■ Exercise directions: Would you return all of this data exactly, leaving nothing out?

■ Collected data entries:
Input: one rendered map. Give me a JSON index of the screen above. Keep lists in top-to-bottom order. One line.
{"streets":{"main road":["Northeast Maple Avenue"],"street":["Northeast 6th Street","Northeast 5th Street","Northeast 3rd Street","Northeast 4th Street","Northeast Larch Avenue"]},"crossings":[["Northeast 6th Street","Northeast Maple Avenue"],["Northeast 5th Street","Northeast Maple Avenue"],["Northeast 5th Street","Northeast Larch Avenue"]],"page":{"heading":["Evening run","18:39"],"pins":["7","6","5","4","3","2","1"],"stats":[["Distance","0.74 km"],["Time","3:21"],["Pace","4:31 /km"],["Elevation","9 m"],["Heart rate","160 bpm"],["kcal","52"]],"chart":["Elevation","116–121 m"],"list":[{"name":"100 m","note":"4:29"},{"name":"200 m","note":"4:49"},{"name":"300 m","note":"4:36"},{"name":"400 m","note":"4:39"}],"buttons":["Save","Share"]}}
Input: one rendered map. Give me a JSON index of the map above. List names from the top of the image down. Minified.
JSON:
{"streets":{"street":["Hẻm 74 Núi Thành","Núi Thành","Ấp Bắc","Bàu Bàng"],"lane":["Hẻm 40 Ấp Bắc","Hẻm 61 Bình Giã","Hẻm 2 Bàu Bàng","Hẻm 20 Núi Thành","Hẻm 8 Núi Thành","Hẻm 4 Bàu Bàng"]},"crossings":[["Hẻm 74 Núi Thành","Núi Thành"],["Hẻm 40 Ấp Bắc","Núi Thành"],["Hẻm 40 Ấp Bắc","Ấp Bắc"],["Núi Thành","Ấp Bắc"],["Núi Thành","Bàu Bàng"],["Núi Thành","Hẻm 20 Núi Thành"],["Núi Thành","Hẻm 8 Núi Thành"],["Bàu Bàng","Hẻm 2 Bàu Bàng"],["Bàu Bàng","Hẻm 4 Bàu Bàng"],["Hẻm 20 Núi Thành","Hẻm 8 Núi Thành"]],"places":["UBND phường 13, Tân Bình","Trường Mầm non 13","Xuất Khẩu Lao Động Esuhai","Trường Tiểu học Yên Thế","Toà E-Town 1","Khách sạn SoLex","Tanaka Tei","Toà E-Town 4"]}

■ Answer space:
Input: one rendered map. Give me a JSON index of the screen above. Keep lists in top-to-bottom order. One line.
{"streets":{"main road":["Northeast Maple Avenue"],"street":["Northeast 6th Street","Northeast 5th Street","Northeast 3rd Street","Northeast 4th Street","Northeast Larch Avenue"]},"crossings":[["Northeast 6th Street","Northeast Maple Avenue"],["Northeast 5th Street","Northeast Maple Avenue"],["Northeast 5th Street","Northeast Larch Avenue"]],"page":{"heading":["Evening run","18:39"],"pins":["7","6","5","4","3","2","1"],"stats":[["Distance","0.74 km"],["Time","3:21"],["Pace","4:31 /km"],["Elevation","9 m"],["Heart rate","160 bpm"],["kcal","52"]],"chart":["Elevation","116–121 m"],"list":[{"name":"100 m","note":"4:29"},{"name":"200 m","note":"4:49"},{"name":"300 m","note":"4:36"},{"name":"400 m","note":"4:39"}],"buttons":["Save","Share"]}}
Input: one rendered map. Give me a JSON index of the map above. List names from the top of the image down. Minified.
JSON:
{"streets":{"street":["Hẻm 74 Núi Thành","Núi Thành","Ấp Bắc","Bàu Bàng"],"lane":["Hẻm 40 Ấp Bắc","Hẻm 61 Bình Giã","Hẻm 2 Bàu Bàng","Hẻm 20 Núi Thành","Hẻm 8 Núi Thành","Hẻm 4 Bàu Bàng"]},"crossings":[["Hẻm 74 Núi Thành","Núi Thành"],["Hẻm 40 Ấp Bắc","Núi Thành"],["Hẻm 40 Ấp Bắc","Ấp Bắc"],["Núi Thành","Ấp Bắc"],["Núi Thành","Bàu Bàng"],["Núi Thành","Hẻm 20 Núi Thành"],["Núi Thành","Hẻm 8 Núi Thành"],["Bàu Bàng","Hẻm 2 Bàu Bàng"],["Bàu Bàng","Hẻm 4 Bàu Bàng"],["Hẻm 20 Núi Thành","Hẻm 8 Núi Thành"]],"places":["UBND phường 13, Tân Bình","Trường Mầm non 13","Xuất Khẩu Lao Động Esuhai","Trường Tiểu học Yên Thế","Toà E-Town 1","Khách sạn SoLex","Tanaka Tei","Toà E-Town 4"]}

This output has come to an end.